_Exercise requirements_
For the entries below, report every line that includes the word "compass".

_Extracted material_
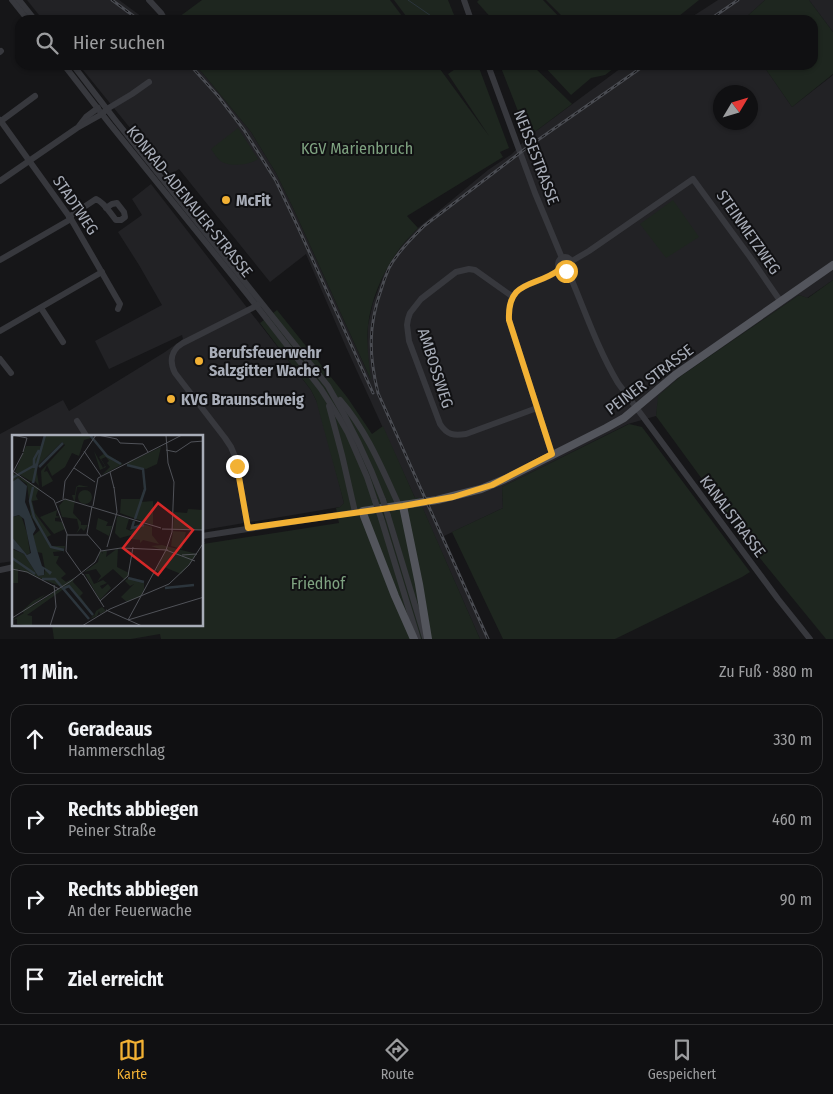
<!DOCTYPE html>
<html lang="de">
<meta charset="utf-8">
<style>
:root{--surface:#101012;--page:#19191b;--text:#f1f3f6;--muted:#9c9d9f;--line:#303032;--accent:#f2b134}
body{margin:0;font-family:"Fira Sans Condensed",sans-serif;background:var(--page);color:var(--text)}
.compass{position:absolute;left:713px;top:85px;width:45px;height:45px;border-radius:50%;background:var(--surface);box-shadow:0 1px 4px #0004;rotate:52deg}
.stop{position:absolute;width:15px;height:15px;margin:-11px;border:4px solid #f2b134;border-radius:50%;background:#fff}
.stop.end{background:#f2b134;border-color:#fff;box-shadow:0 1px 5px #0008}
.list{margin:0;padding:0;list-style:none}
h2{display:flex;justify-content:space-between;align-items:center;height:65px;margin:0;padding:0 20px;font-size:21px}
h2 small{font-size:16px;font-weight:400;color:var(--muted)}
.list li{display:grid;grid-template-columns:32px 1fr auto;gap:15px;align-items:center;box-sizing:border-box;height:70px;margin:0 10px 10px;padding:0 10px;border:1px solid var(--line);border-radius:15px}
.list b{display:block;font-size:19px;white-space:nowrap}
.list p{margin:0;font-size:16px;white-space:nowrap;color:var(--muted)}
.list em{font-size:16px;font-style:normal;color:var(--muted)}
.icon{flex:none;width:28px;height:28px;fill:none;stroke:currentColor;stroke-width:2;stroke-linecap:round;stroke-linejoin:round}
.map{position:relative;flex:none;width:833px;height:639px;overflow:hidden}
.search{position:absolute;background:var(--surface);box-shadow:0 1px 4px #0004;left:15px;right:15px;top:15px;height:55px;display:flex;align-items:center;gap:12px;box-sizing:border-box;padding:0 18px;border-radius:15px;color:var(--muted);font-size:19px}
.sheet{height:385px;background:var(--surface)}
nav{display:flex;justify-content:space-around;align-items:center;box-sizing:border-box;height:70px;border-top:1px solid var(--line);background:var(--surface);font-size:14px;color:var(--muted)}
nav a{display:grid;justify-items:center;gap:2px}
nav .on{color:var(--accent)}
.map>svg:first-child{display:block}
.built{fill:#222225;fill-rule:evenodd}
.green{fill:#1e261f}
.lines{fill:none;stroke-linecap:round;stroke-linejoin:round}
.stream{stroke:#2c353c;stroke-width:1}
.minor{stroke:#37383d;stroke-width:6}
.major{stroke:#53555c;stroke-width:8}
.rail-casing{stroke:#4a4c52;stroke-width:3}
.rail{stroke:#111113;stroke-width:1;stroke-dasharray:4;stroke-linecap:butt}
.minor-bridge{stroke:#37383d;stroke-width:6}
.route{stroke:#f2b134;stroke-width:6}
.poi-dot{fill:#f2b134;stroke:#111113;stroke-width:2}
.labels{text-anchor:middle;stroke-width:4;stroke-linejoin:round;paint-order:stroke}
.park-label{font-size:16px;fill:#7fa381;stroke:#111113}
.street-label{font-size:16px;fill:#a8adb8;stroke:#111113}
.poi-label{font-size:16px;font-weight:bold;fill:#a8adb8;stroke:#111113;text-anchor:start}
.inset-river{fill:none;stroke:#2c353c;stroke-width:2.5}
.inset-road{fill:none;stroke:#505258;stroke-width:1}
.view{fill:#d62828;fill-opacity:0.15;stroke:#d62828;stroke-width:2.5}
.inset-edge{fill:none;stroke:#a8adb8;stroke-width:2.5}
</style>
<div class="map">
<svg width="833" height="639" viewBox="0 0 833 639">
<rect width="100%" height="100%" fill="#161618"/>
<!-- built -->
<g class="built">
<path d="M27 0H119L146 20H43Z"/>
<path d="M718 0H765L743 20H687Z"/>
<path d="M809 0H833V32Z"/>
<path d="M79 65H195L205 76 251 132 276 173 295 212 370 378 367 349 368 325 373 303 384 274 401 247 418 228 488 170 512 154 528 137 625 65H763L792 107 833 75V280L807 298 799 295 681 376 659 396 656 416 628 424 502 487 503 508 444 536 490 639H480L418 498H415L346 347 306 254 270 282 179 169 169 176ZM720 92H750V122H720Z"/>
<path d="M151 184 311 390 316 400 321 412 344 503 340 507 203 530 202 437H14V561L0 563V434L63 400 69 411 165 352 183 339 182 335 109 369 95 341 162 305 139 265 118 232 142 215 132 199Z"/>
</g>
<!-- green -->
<g class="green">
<path d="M202 0H390L405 20H181L179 17Z"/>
<path d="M394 0H448L456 20H409Z"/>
<path d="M479 0H543L562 20H493L477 2Z"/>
<path d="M546 0H699L674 20H566Z"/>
<path d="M765 0H809L833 32V74L792 107 763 65H813V20H743Z"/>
<path d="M195 65H437L489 136 448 74 461 65H478L509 148 500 152 503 157 407 216 418 228C412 235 405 241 400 248 384 270 371 298 368 326 366 344 369 362 371 380L295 212 276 173 251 132 205 76Z"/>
<path d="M500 65H532L572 104 528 137Z"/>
<path d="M543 65H618L605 75 591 78 571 95Z"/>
<path d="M238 128 258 159C249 165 232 167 222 162 217 159 214 153 211 149Z"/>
<path d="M673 200 699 237 666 258 640 224Z"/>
<path d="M833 280V639H826L759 557 656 416 658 396 681 376 799 295 808 298Z"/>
<path d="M277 310 347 397 372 434 383 426 415 498 418 497 480 639H161L160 634 131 639H54L52 625H202L203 544 339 523 336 508 340 507 344 503 316 400 311 390 260 323Z"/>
<path d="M629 424 642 427 750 572 742 577 615 639H503L452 532 503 508 502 487Z"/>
</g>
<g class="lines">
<!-- stream -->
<path class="stream" d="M408 0 437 20"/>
<!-- minor -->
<g class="minor">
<path d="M12 0 28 20"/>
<path d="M19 0 35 20"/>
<path d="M149 0 161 13 165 20"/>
<path d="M464 0 471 20"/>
<path d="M0 52 1 51"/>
<path d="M64 65 109 123 248 295 321 389 340 419 348 433 367 477 375 501"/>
<path d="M73 65 116 121 328 386C350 423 368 460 383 500"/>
<path d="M488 65 535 193 562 258"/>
<path d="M0 120 71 219 120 304 118 309"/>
<path d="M1 121 35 96"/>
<path d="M79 126 86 117 98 108"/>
<path d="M0 181 77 128 102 114 107 109 132 94 149 82"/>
<path d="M69 217 96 199C105 203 110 213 116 220H121L125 217 124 212 117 203 112 204 106 208"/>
<circle cx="565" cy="264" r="7"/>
<path d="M0 260 71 219"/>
<path d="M572 261 589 251 693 179 750 257 781 302"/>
<path d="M568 271C584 308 597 348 618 383L778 599 810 639"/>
<path d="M513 297 475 270 469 269 456 272 421 299 410 313 408 319 407 325 409 341 440 424C447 435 454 436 466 434L537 408"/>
<path d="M41 308 63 342"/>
<path d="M0 331 102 272"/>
<path d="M0 359 11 373"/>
<path d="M340 400C366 430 381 466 397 501L399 506"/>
<path d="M329 406 342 455 355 512"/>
<path d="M77 421 87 437"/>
<path d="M552 454 509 320C507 277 537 289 560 269"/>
<path d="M388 516 425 638"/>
<path d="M381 518 418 639"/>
<path d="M248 528 236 459 231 447 225 438 175 373C169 361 171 350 183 343L258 305"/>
<path d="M202 536 363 511"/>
<path d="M0 570 14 567"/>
</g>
<!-- major -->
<g class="major">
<path d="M403 506 419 584 428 639"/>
<path d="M414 639 395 596 364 516 363 511 437 500 481 489 505 479 606 428 624 418 675 375 833 265"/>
</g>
<!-- rail casing -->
<g class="rail-casing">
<g id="rail">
<path d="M112 0 139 20"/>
<path d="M709 20 738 0"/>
<path d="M190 65 218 96 244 130 276 181 297 225 373 393"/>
<path d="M488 639 378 393C369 356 368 326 381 290 383 283 386 275 389 268 397 253 411 239 424 226L525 149 645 65"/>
</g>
</g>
<!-- rail -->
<use href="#rail" class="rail"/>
<!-- minor-bridge -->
<g class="minor-bridge">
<path d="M383 500 388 516"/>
<path d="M375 501 381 518"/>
</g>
</g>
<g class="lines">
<!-- route -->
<path class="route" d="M237 466 248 528 403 506 453 497 492 485 552 454 509 320C507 278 537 288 560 269L563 271H566"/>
</g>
<!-- markers -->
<g class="poi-dot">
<circle cx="226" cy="200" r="5"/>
<circle cx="199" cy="361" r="5"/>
<circle cx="171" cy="399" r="5"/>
</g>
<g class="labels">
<!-- park labels -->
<g class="park-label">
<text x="357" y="154">KGV Marienbruch</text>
<text x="318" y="589">Friedhof</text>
</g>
<!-- street labels -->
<g class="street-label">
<text transform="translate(537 157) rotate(69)" y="6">NEISSESTRASSE</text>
<text transform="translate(190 201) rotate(51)" y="6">KONRAD-ADENAUER-STRASSE</text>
<text transform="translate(76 205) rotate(56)" y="6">STADTWEG</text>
<text transform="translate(749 232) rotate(55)" y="6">STEINMETZWEG</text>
<text transform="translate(436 368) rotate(72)" y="6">AMBOSSWEG</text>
<text transform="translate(649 379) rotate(-37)" y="6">PEINER STRASSE</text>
<text transform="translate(733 516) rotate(53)" y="6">KANALSTRASSE</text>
</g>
<!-- poi labels -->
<g class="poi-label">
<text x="236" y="206">McFit</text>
<text x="209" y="358">Berufsfeuerwehr<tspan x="209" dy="18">Salzgitter Wache 1</tspan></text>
<text x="181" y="405">KVG Braunschweig</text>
</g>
</g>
<!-- overview -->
<g transform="translate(12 435)">
<rect width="191" height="191" fill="#161618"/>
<path d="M33 0H77L79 3 72 5 67 21 60 18 53 32 40 41 35 30 32 37 35 36 41 46 30 52 29 36 53 10 50 7 24 32 27 51 23 46 22 48 3 37 14 11H29ZM149 12 145 29 134 34 114 29ZM82 16 91 33 93 31 87 22 93 18 111 29 90 40 98 32 95 28 97 26 94 22 89 24 94 32 88 35ZM131 35 134 54 129 67 141 66V90L108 78 109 64H128L132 54ZM1 38 27 53 24 61 26 65 20 66 23 78 39 100 35 102 38 111H53L51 119V116L41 117 42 121H47L44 128 54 139 49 143 54 147 62 143 61 147 71 158 68 161 82 181 84 176 90 172 94 176 88 179 87 176 85 181 78 184 81 181 56 151 15 180 20 181V191L5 189V184L0 185 12 178 10 176 21 166 34 159 18 173 50 152 6 134V148H0V114L12 119 26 141 32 140 33 134 30 118 25 117 21 101 28 95 19 81 15 49 6 43 0 47ZM67 50 77 52H65L61 78 69 87V90H76L72 96 69 93 64 99 67 93 65 84 50 82 47 71 53 64 62 66 60 60H63L64 52ZM66 62a7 7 0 1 1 14 0a7 7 0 1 1-14 0ZM176 74 191 75V95H161L162 77 175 78ZM45 75 44 81 49 82 43 83V86L50 87 53 94 42 99 28 82ZM9 80 15 98 18 118 15 120 0 102V82ZM107 81 117 84 114 94 119 96 128 88 140 92V100L147 109 131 105 128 108V105L119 104V100L108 103 103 98 105 82ZM86 83 96 87 94 91H100L97 101 84 94ZM161 96 174 97 170 114 159 111ZM150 110 185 119 169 139 152 132 149 138 144 135 142 140 160 146 141 140 153 116 139 111ZM106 113 105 132 117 138 113 145 101 134 85 147 89 141 84 134 72 137 86 127 88 115 91 119 90 116H95L94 122ZM73 139H77L82 149 91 145 95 148 88 151 90 154 96 149 99 153 88 165ZM116 143 132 147V155L128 162 115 167 109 162 122 149 118 151 113 146Z" fill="#1e261f"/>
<path d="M6 43 15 51 13 67 24 94 21 99 25 115 30 131 40 137 38 140 32 134V140L26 141 12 119 0 113V102L15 120 19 118 12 84 7 80 0 82V47Z" fill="#2c353c"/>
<path class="inset-river" d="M78 0 95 21 109 29M115 30 131 34 133 54 123 84M27 32 51 8M22 33V24L27 15M0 43 25 29 33 0M21 48 25 29M21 52 18 66 22 82 39 112 52 115M122 86 120 93 132 90M0 123 23 139M116 143 132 147M30 144H43L77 184M52 153 57 151 81 180M153 153 182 150"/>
<path class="inset-road" d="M0 0 15 3 11 17M86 0 105 4 108 8 131 9 136 17M154 0 156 28 162 47 160 97 154 115 183 126M154 15 164 17 179 7 192 6M72 16 89 41M62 33 83 47M2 37 42 65M98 37 102 53M0 39 11 18M51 64 53 46 84 0M42 65 55 99 54 116 71 140M44 68 53 64 149 93M80 71 75 99 89 115M81 71 86 43 170 0M150 94 192 95M55 100H76M95 112 105 77 102 52M154 115 116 185 192 162M89 116 109 113 156 115M170 120 185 119M0 134 15 137 47 154M71 139 92 172M88 166 116 141 121 112M94 175 130 191M0 183 59 146 83 127 89 115M38 191 44 172 42 150M70 191 98 174 157 149 177 130 192 107"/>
<path class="view" d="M146 68 181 95 146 140 111 113Z"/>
<rect width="191" height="191" class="inset-edge"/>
</g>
</svg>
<svg class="compass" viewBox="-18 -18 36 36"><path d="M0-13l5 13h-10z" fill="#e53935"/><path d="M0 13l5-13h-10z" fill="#9c9d9f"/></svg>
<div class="stop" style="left:566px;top:271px"></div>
<div class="stop end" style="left:237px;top:466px"></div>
<div class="search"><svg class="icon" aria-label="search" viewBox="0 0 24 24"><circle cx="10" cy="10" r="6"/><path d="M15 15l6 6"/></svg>Hier suchen</div>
</div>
<section class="sheet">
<h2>11 Min.<small>Zu Fuß · 880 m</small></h2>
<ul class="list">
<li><svg class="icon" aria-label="ahead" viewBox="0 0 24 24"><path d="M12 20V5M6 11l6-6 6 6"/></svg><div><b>Geradeaus</b><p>Hammerschlag</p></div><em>330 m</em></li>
<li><svg class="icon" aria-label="right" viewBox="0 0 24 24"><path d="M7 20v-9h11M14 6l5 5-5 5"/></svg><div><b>Rechts abbiegen</b><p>Peiner Straße</p></div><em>460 m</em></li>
<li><svg class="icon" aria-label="right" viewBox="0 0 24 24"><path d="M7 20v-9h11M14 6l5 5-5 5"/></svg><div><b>Rechts abbiegen</b><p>An der Feuerwache</p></div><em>90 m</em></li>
<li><svg class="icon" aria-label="arrive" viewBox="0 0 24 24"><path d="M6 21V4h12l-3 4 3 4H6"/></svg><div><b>Ziel erreicht</b></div></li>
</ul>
</section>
<nav>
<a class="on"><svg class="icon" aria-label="map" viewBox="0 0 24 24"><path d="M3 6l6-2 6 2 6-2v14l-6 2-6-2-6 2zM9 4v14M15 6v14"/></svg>Karte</a>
<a><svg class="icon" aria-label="directions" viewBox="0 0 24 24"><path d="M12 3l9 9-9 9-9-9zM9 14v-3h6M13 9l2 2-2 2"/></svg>Route</a>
<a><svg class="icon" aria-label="saved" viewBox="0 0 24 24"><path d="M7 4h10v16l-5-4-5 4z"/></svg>Gespeichert</a>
</nav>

_Exercise response_
.compass{position:absolute;left:713px;top:85px;width:45px;height:45px;border-radius:50%;background:var(--surface);box-shadow:0 1px 4px #0004;rotate:52deg}
<svg class="compass" viewBox="-18 -18 36 36"><path d="M0-13l5 13h-10z" fill="#e53935"/><path d="M0 13l5-13h-10z" fill="#9c9d9f"/></svg>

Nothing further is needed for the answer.